Özellikle meyve söz konusu olduğunda sıkıntı büyük. Ayağımıza kadar binlerce kilometre tepip gelenleri “zaman aşımına” uğrayan sebze ve meyveler ne kadar sağlıklı? Meyvelerin içeriğinin çoğu su. Ne kadar çok yol yapar, ne kadar çok soğuk hava deposunda beklerse o kadar su kaybediyor. Ayrıca daha fazla para kazanmak için farklı yöntemlerle kabuklarını zırh haline getiriyorlar. Böylelikle çabuk bozulmayan, yola dayanan, raf ömrü uzun lezzetsiz, vitaminsiz meyveler, pazar ve market raflarına yerleşiyor.

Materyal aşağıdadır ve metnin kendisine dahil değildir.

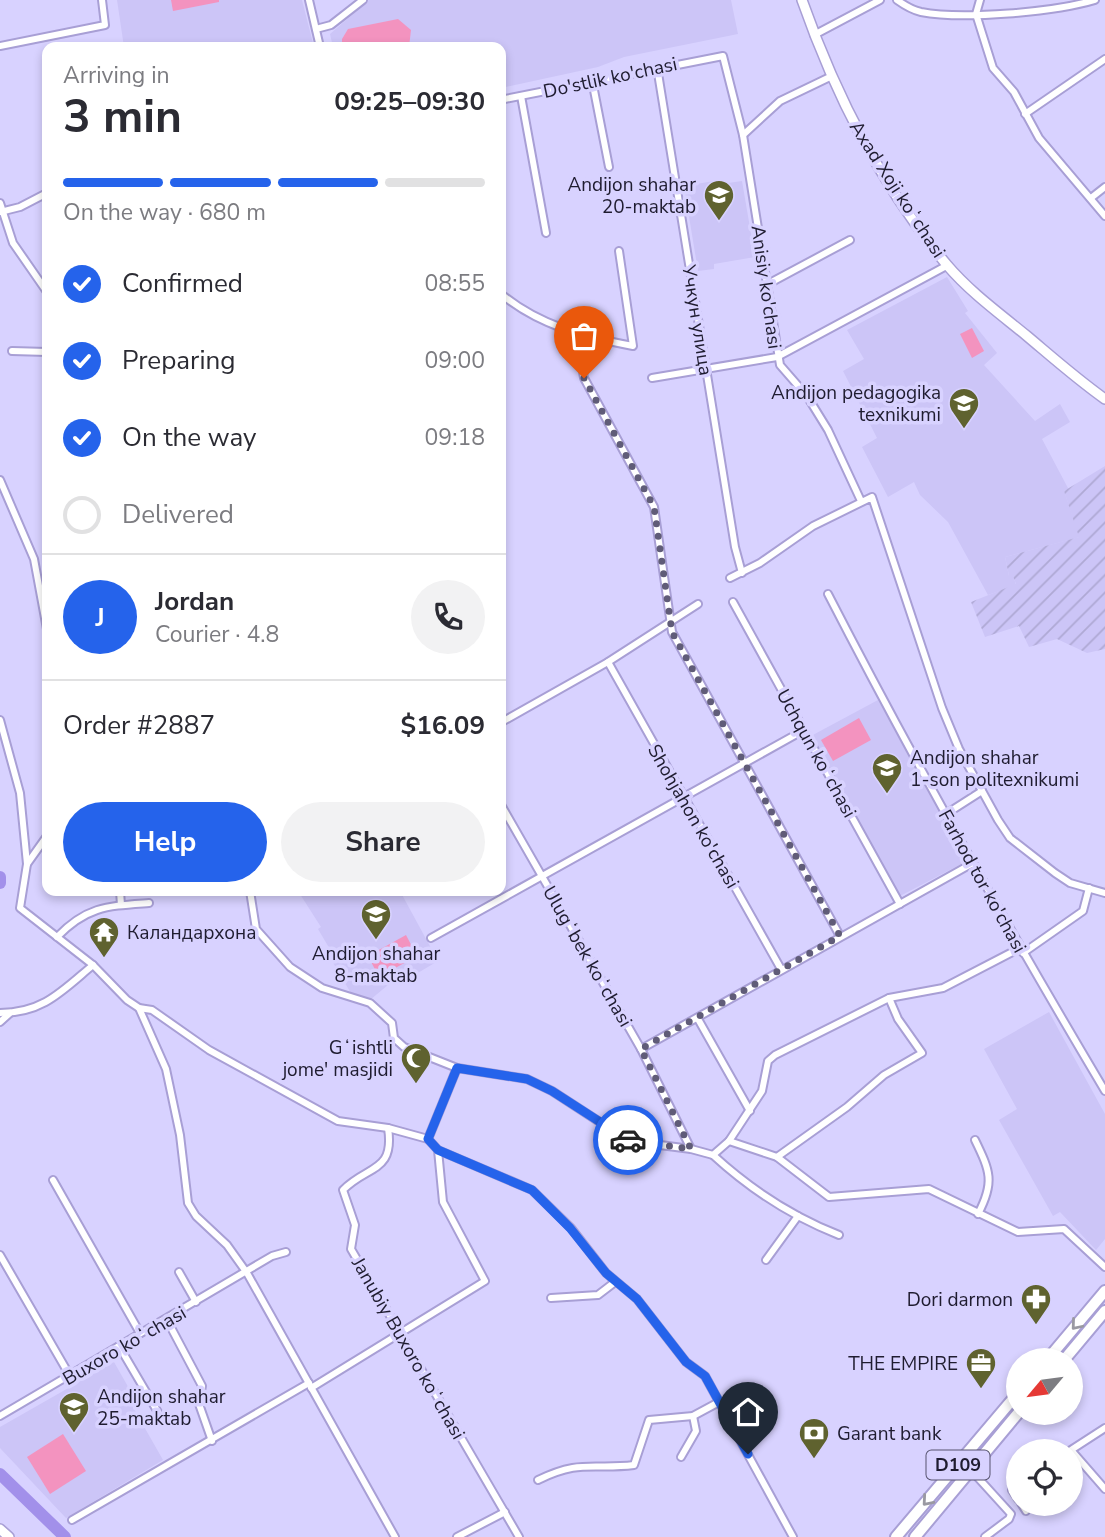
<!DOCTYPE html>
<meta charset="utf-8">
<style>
body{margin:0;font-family:"Nunito Sans",sans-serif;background:#f2f2f3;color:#2b2b33;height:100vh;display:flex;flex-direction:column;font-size:26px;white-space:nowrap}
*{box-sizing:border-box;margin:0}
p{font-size:23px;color:#7c7c81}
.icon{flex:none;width:38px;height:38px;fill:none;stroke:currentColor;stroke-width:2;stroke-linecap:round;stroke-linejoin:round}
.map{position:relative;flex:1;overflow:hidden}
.details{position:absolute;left:42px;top:42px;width:464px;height:854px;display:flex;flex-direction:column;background:#fff;border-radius:14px;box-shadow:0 4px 10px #0003}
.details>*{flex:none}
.needle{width:46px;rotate:241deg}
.controls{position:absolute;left:1006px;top:1348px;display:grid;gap:14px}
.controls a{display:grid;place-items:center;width:77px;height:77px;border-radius:50%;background:#fff;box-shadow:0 4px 10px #0003;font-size:35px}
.pin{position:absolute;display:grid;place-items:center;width:60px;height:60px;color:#fff;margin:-72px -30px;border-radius:50% 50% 50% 0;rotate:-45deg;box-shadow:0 0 7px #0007}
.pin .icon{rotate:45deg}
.courier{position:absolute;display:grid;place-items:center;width:70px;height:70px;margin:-35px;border:5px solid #2563eb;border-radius:50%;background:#fff;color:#222;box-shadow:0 2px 9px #0007}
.overview em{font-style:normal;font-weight:700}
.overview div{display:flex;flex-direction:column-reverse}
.overview{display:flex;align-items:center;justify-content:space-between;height:119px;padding:0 21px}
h1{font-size:46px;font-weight:700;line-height:52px}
.bar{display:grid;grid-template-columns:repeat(4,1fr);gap:10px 7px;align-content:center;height:84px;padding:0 21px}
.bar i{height:9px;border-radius:5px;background:#e1e1e2}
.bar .on{background:#2563eb}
.bar p{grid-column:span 4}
.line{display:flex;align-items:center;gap:18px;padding:0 21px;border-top:2px solid #e1e1e2}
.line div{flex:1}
.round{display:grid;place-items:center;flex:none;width:74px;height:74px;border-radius:37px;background:#f2f2f3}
ol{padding:0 21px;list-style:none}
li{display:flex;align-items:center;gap:21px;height:77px}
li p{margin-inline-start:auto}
li .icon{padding:7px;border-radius:50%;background:#2563eb;color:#fff;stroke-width:4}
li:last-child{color:#7c7c81}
li i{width:38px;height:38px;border:4px solid #e1e1e2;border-radius:50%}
.primary-button{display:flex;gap:14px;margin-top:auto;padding:14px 21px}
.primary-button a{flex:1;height:80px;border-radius:42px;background:#2563eb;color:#fff;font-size:28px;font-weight:700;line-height:80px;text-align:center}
.primary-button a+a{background:#f2f2f3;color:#2b2b33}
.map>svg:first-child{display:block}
.built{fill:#ccc5f7}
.industrial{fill:url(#industrial-furrows)}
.park{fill:#f393bf}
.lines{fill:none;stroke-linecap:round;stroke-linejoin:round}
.river{stroke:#a290ea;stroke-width:12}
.street-casing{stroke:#a89fd5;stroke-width:10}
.secondary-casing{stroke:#a89fd5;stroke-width:12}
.primary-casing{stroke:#a89fd5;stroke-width:14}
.street{stroke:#fff;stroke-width:6}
.secondary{stroke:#fff;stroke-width:9}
.primary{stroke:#fff;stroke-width:10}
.oneway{stroke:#9a99a2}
.done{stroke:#605c78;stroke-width:7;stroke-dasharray:0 12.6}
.route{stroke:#2563eb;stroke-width:9}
.labels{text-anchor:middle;stroke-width:7;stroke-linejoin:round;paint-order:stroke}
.shield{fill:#d8d2ff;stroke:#56536e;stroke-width:2}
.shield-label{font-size:18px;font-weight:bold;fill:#1f1c30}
.street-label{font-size:19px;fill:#1f1c30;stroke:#d8d2ff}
.poi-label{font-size:19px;fill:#1f1c30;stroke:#d8d2ff;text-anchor:end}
</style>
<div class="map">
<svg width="1105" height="1537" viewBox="0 0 1105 1537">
<defs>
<pattern id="industrial-furrows" width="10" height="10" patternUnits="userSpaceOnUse" patternTransform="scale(1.75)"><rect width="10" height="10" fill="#ccc5f7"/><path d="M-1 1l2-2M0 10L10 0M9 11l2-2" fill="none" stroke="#afa9d4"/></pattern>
</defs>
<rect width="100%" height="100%" fill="#d8d2ff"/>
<g class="built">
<path d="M 117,0 L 302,0 L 314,47 L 124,47 Z"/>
<path d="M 369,0 L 731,0 L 738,34 L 624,57 L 598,67 L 501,88 L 500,47 L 333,47 L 330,34 Z"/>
<path d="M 720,180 L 721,184 L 742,181 L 755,257 L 714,264 L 714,269 L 698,271 L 684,186 Z"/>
<path d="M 947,277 L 968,311 L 965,313 L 997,353 L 984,365 L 1035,421 L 1060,404 L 1070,422 L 1042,439 L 1069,490 L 1064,491 L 1080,537 L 1005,557 L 1009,576 L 1013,575 L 1016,585 L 988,595 L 948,522 L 920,495 L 914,482 L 888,497 L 862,447 L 877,438 L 843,371 L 864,359 L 847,330 Z"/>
<path d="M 878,700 L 967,861 L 900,896 L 811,736 Z"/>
<path d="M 298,891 L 400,891 L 438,961 L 416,974 L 407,969 L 370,1000 L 352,995 L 328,954 L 331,951 L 318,929 L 321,927 Z"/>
<path d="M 1049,1012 L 1105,1114 L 1105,1239 L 1096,1250 L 1060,1212 L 1053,1216 L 999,1120 L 1017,1109 L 984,1049 Z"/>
<path d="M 114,1362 L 139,1406 L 134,1409 L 163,1460 L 66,1518 L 0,1448 L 0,1427 Z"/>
</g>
<path class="industrial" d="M 1105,466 L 1105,649 L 1087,653 L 1057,639 L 1029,647 L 1019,626 L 985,637 L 971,602 L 1016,584 L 1013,576 L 1009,576 L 1005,557 L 1079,537 L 1064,491 Z"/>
<g class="park">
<path d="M 171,0 L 219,0 L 219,2 L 173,11 Z"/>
<path d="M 398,19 L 411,30 L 409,47 L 342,47 L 342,39 L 348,29 Z"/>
<path d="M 972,328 L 984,351 L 972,358 L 960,334 Z"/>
<path d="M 859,718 L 871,740 L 833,761 L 821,740 Z"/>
<path d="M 406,935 L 417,956 L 379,977 L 368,956 Z"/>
<path d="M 63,1434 L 86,1471 L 50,1494 L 27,1457 Z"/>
</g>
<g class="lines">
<g class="river">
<path d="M 0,877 L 0,883"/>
<path d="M 0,1474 L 65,1537"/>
</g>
<g class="street-casing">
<g id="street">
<path d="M 309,0 L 320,47"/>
<path d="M 897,0 C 904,5 912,10 921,12 C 962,20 1055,12 1095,0"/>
<path d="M 980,0 L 976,14 L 993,68 L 1014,92 L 1039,138 L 1105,216"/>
<path d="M 316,29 L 331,25 L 363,0"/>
<path d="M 814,35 L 880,0"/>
<path d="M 0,46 L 105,25 L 102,0"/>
<path d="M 657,67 L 735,547 L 742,573"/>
<path d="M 592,80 L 609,167"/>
<path d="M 521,96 L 546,233"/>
<path d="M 500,100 L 723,56 L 743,135 L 780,365 L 807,396 L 828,430 L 861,501"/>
<path d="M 1025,114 L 1105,59"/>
<path d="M 743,135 L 780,101 L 832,76"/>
<path d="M 1091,198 L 1105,187"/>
<path d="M 0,203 L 13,243 L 47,292"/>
<path d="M 0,212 L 20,207 L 47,193"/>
<path d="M 768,284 L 850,240"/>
<path d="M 500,293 C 539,326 585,337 633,346 L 619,251"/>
<path d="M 577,335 L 584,378 L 654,507 L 672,632 L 840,936"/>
<path d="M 12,351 L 47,352"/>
<path d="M 652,378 L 777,357 L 948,265"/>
<path d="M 500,397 L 501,397"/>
<path d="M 0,480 L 34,559 L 47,629"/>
<path d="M 730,578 L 760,563 L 813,526 L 872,497 L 942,708 L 959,749 L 998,820 L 1010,838 L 1055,873 L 1070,883 L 1105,893"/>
<path d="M 828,594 C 915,763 1008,928 1105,1091"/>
<path d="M 733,602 L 900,904"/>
<path d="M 608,662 L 781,969"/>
<path d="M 0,720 L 20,793 L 27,864"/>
<path d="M 500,723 L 608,662 L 698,604"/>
<path d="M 500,803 L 641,1049 L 691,1149"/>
<path d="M 946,814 L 982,791"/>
<path d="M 47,836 L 27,864 L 20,908 L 93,965 L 127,1000 L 139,1008 L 152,1010 L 209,1050 L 338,1121 L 388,1128 L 428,1139 L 438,1150 L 532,1190 L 571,1228 L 606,1273 L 637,1299 L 686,1362 L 705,1376 L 793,1537"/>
<path d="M 120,891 L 121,905"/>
<path d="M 250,891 L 256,929 L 290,967 L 322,988 L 370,1003 L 392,1023 L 394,1038 L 404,1047 L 457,1068 L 527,1079 L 552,1091 L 629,1141 L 691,1149 L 713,1155 L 729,1141 L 777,1157 L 829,1197 L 929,1189 L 1018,1232 L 1064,1229 L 1105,1267"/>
<path d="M 57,937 C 87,906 108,906 149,903"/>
<path d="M 431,938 L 804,730"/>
<path d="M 1023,953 L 1083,911 L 1089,888"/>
<path d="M 139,1008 L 166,1069 L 180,1135 L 188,1203 L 196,1216 L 227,1245 L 247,1273 L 395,1537"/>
<path d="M 0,1013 C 43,1013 62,991 93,965"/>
<path d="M 698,1019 L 750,1111"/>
<path d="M 0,1022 L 10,1013"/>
<path d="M 641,1049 L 973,863"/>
<path d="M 388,1128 C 395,1173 367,1165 343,1190 L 355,1225 L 351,1249 L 519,1537"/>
<path d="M 428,1139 L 457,1068"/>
<path d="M 975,1140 C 990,1171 995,1182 978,1214"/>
<path d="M 729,1141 L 762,1091 L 768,1061 L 775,1055 L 889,998 L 943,988 L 1020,948"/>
<path d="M 713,1155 C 750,1189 791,1216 839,1235"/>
<path d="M 777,1157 L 847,1107 L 884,1075 L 922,1053 L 898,1019 L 889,998"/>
<path d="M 53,1180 L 140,1333"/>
<path d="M 0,1255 L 70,1376"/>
<path d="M 766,1260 L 798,1216"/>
<path d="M 179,1272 L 196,1302"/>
<path d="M 551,1298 L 598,1295 L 615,1282"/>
<path d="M 167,1320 L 202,1386 L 199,1404 L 212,1441"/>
<path d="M 119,1346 L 159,1414"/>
<path d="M 311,1388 L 485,1281 L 443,1202 L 438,1150"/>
<path d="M 0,1416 L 272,1256 L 286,1252"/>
<path d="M 1105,1428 L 1071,1450 L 1105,1489"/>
<path d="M 681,1457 L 696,1431 L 693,1416"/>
<path d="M 971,1470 L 1011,1514 L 1009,1519 L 985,1537"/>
<path d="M 538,1480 C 581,1459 592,1470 634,1465 L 649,1420 L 693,1416 L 719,1402"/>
<path d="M 1018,1482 L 1012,1490 L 1018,1499"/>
<path d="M 1021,1503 L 1026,1511"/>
<path d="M 72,1520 L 309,1383"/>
<path d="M 457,1537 L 505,1512"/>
</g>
</g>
<g class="secondary-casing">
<g id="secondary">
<path d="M 802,0 C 835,94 883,188 947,265 C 970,292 999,313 1027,336 C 1052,357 1078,380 1105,399"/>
<path d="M 0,1529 L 9,1537"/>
</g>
</g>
<g class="primary-casing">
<g id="primary">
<path d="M 1047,1360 L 1105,1291"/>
<path d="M 1064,1360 L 1105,1311"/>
<path d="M 896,1537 L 1018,1393"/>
<path d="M 915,1537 L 1019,1412"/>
</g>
</g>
<use href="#street" class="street"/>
<use href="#secondary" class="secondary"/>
<use href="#primary" class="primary"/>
</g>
<defs><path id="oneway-chevron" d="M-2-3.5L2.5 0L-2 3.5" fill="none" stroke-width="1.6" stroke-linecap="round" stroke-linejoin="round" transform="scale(1.75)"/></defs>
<g class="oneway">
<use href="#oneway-chevron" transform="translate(1076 1325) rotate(130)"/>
<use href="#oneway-chevron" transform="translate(927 1501) rotate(131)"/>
</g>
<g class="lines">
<path class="done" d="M 584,378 L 654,507 L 672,632 L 840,936 L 641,1049 L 691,1149 L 628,1140"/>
<path class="route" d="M 628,1140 L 552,1091 L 527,1079 L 457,1068 L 428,1139 L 438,1150 L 532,1190 L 570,1228 L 606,1273 L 637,1299 L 686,1362 L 705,1376 L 748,1454"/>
</g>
<defs>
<g id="school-pin" transform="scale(1.575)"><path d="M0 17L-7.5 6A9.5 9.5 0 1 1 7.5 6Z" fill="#5f622f" stroke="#d8d2ff"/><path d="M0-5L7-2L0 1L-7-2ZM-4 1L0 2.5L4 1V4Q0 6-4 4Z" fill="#fff"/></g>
<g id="university-pin" transform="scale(1.575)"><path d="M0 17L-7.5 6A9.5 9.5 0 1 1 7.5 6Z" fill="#5f622f" stroke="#d8d2ff"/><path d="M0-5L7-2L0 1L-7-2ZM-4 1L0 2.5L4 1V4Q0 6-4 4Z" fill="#fff"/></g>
<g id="temple-pin" transform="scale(1.575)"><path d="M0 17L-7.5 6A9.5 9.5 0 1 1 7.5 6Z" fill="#5f622f" stroke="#d8d2ff"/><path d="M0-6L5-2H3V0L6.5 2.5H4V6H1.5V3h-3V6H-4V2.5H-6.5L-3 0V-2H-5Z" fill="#fff"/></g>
<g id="mosque-pin" transform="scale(1.575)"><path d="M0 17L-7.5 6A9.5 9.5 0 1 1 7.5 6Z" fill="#5f622f" stroke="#d8d2ff"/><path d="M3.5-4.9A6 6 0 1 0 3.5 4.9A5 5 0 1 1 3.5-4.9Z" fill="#fff"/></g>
<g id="pharmacy-pin" transform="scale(1.575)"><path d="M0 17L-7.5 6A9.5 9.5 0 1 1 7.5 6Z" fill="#5f622f" stroke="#d8d2ff"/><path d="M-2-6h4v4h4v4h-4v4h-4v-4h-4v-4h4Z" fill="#fff"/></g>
<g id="office-pin" transform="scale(1.575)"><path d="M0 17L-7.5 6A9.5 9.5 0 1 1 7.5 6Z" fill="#5f622f" stroke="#d8d2ff"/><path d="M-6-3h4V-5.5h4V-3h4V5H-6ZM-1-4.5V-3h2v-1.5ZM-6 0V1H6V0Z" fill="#fff"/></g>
<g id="bank-pin" transform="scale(1.575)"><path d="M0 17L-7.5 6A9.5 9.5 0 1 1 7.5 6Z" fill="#5f622f" stroke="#d8d2ff"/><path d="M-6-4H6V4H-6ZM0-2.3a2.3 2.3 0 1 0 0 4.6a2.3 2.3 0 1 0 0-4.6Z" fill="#fff"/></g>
</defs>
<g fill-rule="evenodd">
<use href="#school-pin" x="719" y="195"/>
<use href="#university-pin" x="964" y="403"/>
<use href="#university-pin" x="887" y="768"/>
<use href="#school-pin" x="376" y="914"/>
<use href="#temple-pin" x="104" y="932"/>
<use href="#mosque-pin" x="416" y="1058"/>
<use href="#pharmacy-pin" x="1036" y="1299"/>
<use href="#office-pin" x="981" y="1363"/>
<use href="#school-pin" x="74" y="1407"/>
<use href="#bank-pin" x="814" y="1433"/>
</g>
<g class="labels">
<rect class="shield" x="926.5" y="1450.5" width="63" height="29" rx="5"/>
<g class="shield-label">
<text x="958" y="1471">D109</text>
</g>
<g class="street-label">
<text transform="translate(610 77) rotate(-12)" y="7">Do'stlik ko'chasi</text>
<text transform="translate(898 189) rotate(57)" y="7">Axad Xoji koʻchasi</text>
<text transform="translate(767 287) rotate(82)" y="7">Anisiy ko'chasi</text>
<text transform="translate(698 320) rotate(81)" y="7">Учкун улица</text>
<text transform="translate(817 753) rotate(61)" y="7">Uchqun koʻchasi</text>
<text transform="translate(694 816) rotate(60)" y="7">Shohjahon ko'chasi</text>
<text transform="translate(983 881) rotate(61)" y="7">Farhod tor ko'chasi</text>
<text transform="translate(588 956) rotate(60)" y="7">Ulugʻbek koʻchasi</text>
<text transform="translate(124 1345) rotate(-30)" y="7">Buxoro koʻchasi</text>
<text transform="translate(409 1348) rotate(60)" y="7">Janubiy Buxoro koʻchasi</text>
</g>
<g class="poi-label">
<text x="696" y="191">Andijon shahar<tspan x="696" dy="22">20-maktab</tspan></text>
<text x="941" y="399">Andijon pedagogika<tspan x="941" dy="22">texnikumi</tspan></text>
<text x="910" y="764" text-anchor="start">Andijon shahar<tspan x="910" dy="22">1-son politexnikumi</tspan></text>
<text x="127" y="939" text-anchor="start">Каландархона</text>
<text x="376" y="960" text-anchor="middle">Andijon shahar<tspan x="376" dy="22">8-maktab</tspan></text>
<text x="393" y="1054">Gʻishtli<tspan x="393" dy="22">jome' masjidi</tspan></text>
<text x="1013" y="1306">Dori darmon</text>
<text x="958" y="1370">THE EMPIRE</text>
<text x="97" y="1403" text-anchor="start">Andijon shahar<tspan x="97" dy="22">25-maktab</tspan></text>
<text x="837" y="1440" text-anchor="start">Garant bank</text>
</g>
</g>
</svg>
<div class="controls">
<a><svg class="needle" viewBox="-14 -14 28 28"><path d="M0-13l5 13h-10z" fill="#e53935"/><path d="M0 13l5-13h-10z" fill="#7c7c81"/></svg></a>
<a><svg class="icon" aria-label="locate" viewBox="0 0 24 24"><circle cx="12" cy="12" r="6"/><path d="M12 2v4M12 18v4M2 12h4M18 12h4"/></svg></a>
</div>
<div class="pin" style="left:584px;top:378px;background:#ea580c"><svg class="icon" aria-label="bag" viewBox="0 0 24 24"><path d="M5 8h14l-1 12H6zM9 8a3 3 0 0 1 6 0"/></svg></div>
<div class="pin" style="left:748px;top:1454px;background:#1f2937"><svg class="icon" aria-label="home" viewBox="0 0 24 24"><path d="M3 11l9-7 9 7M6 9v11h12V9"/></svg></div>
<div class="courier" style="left:628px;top:1140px"><svg class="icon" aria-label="car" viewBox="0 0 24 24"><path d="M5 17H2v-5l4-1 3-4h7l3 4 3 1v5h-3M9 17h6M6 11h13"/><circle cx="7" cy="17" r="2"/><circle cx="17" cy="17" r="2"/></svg></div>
<section class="details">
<div class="overview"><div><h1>3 min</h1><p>Arriving in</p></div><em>09:25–09:30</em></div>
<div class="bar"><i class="on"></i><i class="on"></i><i class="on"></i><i></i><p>On the way · 680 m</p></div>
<ol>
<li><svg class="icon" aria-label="check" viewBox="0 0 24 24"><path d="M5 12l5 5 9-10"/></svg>Confirmed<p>08:55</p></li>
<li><svg class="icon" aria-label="check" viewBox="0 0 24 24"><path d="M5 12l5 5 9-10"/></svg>Preparing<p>09:00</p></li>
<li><svg class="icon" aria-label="check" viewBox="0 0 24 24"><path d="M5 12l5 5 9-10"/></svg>On the way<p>09:18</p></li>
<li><i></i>Delivered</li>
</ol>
<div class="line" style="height:126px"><b class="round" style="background:#2563eb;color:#fff">J</b><div><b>Jordan</b><p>Courier · 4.8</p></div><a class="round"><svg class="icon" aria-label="phone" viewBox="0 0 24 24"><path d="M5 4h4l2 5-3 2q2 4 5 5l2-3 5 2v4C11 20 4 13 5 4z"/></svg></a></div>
<div class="line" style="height:91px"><div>Order #2887</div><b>$16.09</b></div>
<div class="primary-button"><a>Help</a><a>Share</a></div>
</section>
</div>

Artık bir çoğumuz tarım ürünlerini ilk elden almanın önemini kavramış durumda. Tuncel ailesinin kurduğu Turuncubağ, bu hizmeti veren onlarca bahçeden sadece biri. Bu tip bahçelerin meyveleri iyi tarım sertifikaları ile yetişmekte ve daha vitaminli, daha lezzetli olmakta. Ancak bu girişimlerin pek çoğu lojistik sebeplerden, başarısız iş modellemelerinden ya da tecrübesizlikten kaynaklı devamlılığı sağlayamıyor.

Bugün Finike ve Turunçova bölgesinde hem çevresel sürdürülebilirlik, hem bilinçli su tüketimi, hem de organik yetiştiricilik gibi ‘iyi tarım’ pratiklerini uygulayan; birebir satış modeli ile tüketicilerin taze ve güvenilir gıdaya erişimini arttıran iş modelleri ağzımızın tadını yerine getirecek gibi.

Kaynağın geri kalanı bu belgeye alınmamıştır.